Ich zeigte, wie man diese Methode verallgemeinern kann, um damit auch Wellenphänomene simulieren zu können. Ich zeigte auf, mit welchen Mitteln man die aufgrund der komplizierteren mathematischen Beschreibung zusätzlichen Schwierigkeiten lösen kann und erklärte wie man beweisen kann, dass diese Methode wirklich funktioniert. Für Experten seien noch einige Stichwörter angefügt: Erstes Lemma von Strang, T-Koerzivität, “Dual Formula” für den Homogenisierungsoperator und Fehler-Splitting in Makro- und HMM-Fehler.

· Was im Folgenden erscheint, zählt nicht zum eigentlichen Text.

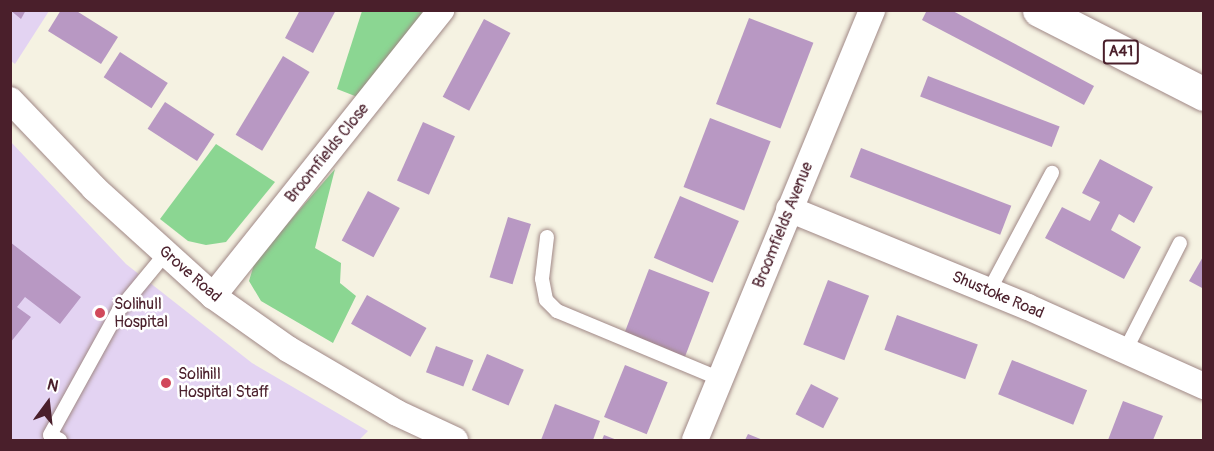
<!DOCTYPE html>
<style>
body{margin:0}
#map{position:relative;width:1214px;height:451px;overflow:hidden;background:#f5f2e2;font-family:Pangolin,sans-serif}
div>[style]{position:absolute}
.built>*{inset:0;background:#e3d3f2}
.green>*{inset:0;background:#8bd692}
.building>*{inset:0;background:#b898c3;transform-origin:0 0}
.roads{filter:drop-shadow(0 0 2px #a08886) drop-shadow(0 0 2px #a08886)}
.service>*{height:14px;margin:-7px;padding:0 7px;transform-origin:7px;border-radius:7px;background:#fff}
.minor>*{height:26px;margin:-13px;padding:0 13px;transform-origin:13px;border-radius:13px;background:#fff}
.trunk>*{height:33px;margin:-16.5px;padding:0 16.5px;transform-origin:16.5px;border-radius:16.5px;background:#fff}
.dots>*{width:16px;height:16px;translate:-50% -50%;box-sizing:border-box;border:3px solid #fff;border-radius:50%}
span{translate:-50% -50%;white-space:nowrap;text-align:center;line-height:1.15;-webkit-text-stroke:5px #fff;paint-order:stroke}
.shield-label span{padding:2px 4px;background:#fff;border:2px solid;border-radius:4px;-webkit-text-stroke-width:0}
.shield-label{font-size:15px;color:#4a1f2b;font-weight:700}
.street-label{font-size:16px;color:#4a1f2b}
.poi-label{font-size:16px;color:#4a1f2b}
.left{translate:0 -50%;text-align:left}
.frame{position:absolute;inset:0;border:12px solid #4a1f2b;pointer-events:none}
.north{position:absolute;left:18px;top:373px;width:60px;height:60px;-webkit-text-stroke:4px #fff;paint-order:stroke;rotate:15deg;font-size:16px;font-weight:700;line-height:24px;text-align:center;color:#4a1f2b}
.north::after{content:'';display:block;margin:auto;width:21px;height:27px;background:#4a1f2b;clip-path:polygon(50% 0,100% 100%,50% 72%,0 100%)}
</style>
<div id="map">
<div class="built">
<div style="clip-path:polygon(11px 11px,49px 11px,15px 64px,11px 61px)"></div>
<div style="clip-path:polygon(10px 141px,126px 264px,252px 363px,368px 431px,359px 440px,11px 440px)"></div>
</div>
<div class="green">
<div style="clip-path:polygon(362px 11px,428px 11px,360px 98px,337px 89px)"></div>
<div style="clip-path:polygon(216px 144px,275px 182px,226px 242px,206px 245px,188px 241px,160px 219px)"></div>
<div style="clip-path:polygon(335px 169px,315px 248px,341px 263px,340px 283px,356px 296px,333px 343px,261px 301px,249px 281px,255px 261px)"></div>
</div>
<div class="building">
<div style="clip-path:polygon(10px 10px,26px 10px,21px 19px)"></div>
<div style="clip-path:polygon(61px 10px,75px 10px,118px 37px,101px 64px,48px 31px)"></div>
<div style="clip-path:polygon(300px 10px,336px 10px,313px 53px,285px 38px)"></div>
<div style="clip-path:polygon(927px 10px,951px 10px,1094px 86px,1084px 105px,922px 20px)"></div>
<div style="left:749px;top:18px;width:69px;height:92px;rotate:21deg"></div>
<div style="left:484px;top:19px;width:30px;height:88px;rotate:28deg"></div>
<div style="left:120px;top:52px;width:57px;height:30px;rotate:33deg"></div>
<div style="left:283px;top:56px;width:31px;height:92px;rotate:31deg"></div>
<div style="left:928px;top:76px;width:141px;height:22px;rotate:21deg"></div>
<div style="left:165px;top:102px;width:59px;height:32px;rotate:33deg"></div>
<div style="left:710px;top:118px;width:65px;height:74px;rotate:21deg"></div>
<div style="left:423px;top:122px;width:35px;height:64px;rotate:24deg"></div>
<div style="left:861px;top:148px;width:161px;height:31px;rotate:21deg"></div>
<div style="clip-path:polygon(1100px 159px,1153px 187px,1134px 223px,1119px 214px,1111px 230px,1141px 247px,1124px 279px,1045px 238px,1062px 207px,1090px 221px,1100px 202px,1082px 193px)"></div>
<div style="left:368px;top:191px;width:36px;height:56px;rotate:28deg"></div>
<div style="left:680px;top:196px;width:64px;height:67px;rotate:23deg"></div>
<div style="left:508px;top:217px;width:24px;height:63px;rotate:17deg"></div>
<div style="clip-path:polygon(10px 242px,81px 297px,60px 324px,25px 297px,17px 307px,31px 317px,10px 343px)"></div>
<div style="clip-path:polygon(1204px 255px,1204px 289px,1189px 281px)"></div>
<div style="left:649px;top:269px;width:65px;height:73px;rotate:21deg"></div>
<div style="left:828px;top:280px;width:44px;height:69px;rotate:21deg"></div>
<div style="left:367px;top:295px;width:68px;height:33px;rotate:29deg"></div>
<div style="left:897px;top:315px;width:86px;height:37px;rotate:20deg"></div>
<div style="left:436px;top:346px;width:40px;height:28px;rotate:21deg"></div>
<div style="left:487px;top:354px;width:40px;height:39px;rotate:23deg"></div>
<div style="left:1012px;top:360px;width:81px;height:37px;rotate:22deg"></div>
<div style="left:625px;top:365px;width:46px;height:56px;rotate:22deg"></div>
<div style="left:811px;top:384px;width:31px;height:34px;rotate:27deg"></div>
<div style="clip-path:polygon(1123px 401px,1163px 416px,1153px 440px,1108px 440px)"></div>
<div style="clip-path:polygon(555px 404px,600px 421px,593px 440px,541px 440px)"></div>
<div style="clip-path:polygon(748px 434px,763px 440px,745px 440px)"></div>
<div style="clip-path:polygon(604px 435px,617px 440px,602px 440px)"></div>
</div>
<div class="roads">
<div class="service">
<div style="left:547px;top:237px;width:42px;rotate:96.8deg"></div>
<div style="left:542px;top:279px;width:21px;rotate:79deg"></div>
<div style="left:546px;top:300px;width:16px;rotate:45deg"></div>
<div style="left:557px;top:311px;width:177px;rotate:22.6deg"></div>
<div style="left:989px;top:291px;width:134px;rotate:-61.9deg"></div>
<div style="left:1125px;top:351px;width:121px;rotate:-63deg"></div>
<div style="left:60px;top:440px;width:11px;rotate:-153deg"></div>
<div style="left:50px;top:435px;width:143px;rotate:-61.1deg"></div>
<div style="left:119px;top:310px;width:74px;rotate:-50.5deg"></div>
</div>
<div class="minor">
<div style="left:10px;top:100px;width:122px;rotate:46.3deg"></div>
<div style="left:94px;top:188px;width:161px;rotate:42.2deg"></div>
<div style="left:213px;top:296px;width:92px;rotate:35.2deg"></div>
<div style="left:288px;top:349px;width:126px;rotate:30.4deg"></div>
<div style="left:397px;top:413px;width:64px;rotate:25deg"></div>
<div style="left:789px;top:209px;width:258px;rotate:22.3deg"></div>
<div style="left:1028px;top:307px;width:193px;rotate:24.2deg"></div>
<div style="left:213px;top:296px;width:366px;rotate:-51.4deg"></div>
<div style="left:695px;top:440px;width:465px;rotate:-67.6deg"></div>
</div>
<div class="trunk">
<div style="left:1039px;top:10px;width:185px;rotate:27deg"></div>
</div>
</div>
<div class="dots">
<div style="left:100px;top:313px;background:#d1495b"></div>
<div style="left:166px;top:383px;background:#d1495b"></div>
</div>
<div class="shield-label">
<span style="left:1121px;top:52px">A41</span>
</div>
<div class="street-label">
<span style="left:327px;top:153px;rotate:-51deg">Broomfields Close</span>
<span style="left:783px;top:225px;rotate:-68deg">Broomfields Avenue</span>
<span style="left:190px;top:274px;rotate:41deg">Grove Road</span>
<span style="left:998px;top:295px;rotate:23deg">Shustoke Road</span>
</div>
<div class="poi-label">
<span class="left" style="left:114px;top:313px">Solihull<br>Hospital</span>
<span class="left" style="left:178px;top:383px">Solihill<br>Hospital Staff</span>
</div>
<div class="frame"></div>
<div class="north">N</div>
</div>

Zum Schluss meines Berichts noch einige Bemerkungen über die ICOSAHOM: Die Konferenz wurde am 27. Juni durch den sehr guten Plenary Talk von David Kopriva (Florida State, University) über “Spectral Methods that Work” eröffnet. Nicht nur diesen Vortrag, sondern die ganze Konferenz habe ich in guter Erinnerung. Mit ungefähr 160 Teilnehmer und Teilnehmerinnen und maximal fünf parallel stattfindenen Vorträgen war die Größe optimal. Man konnte sich die Vorträge gemäß persönlichen Interessen aussuchen ohne dabei den Überblick zu verlieren. Neben den wissenschaftlichen Vorträgen boten der Willkommensapéro, das Konferenz-Dinner, sowie der Ausflug zum neuen “Museu Amanhã” beim alten Hafen von Rio die Möglichkeit alte Kontakte zu pflegen und neue zu knüpfen. Ob daraus eine neue wissenschaftliche Zusammenarbeit entsteht wird sich noch zeigen müssen.
Die am Anfang des Beitrags erwähnten Gründe um keine Reise nach Rio anzutreten bemerkte ich kaum. Dies sicherlich auch, weil ich die meiste Zeit im Konferenzhotel verbrachte, welches sich an der Copacabana in Rios touristischer “Zona Sul” befand. Zudem habe sich durch den Winter, so wurde mir berichtet, die Anzahl der Stechmücken, welche das Zika-Virus übertragen können, merklich verringert. Ich sah auf jeden Fall während meines Aufenthalts nur zwei Moskitos.
Die nächste ICOSAHOM findet in zwei Jahren in London statt. Was für Gründe da gegen eine Teilnahme sprechen können weiß ich nicht, die Konferenz selber ist aber alleine schon Grund genug eine entsprechende Reise in Betracht zu ziehen.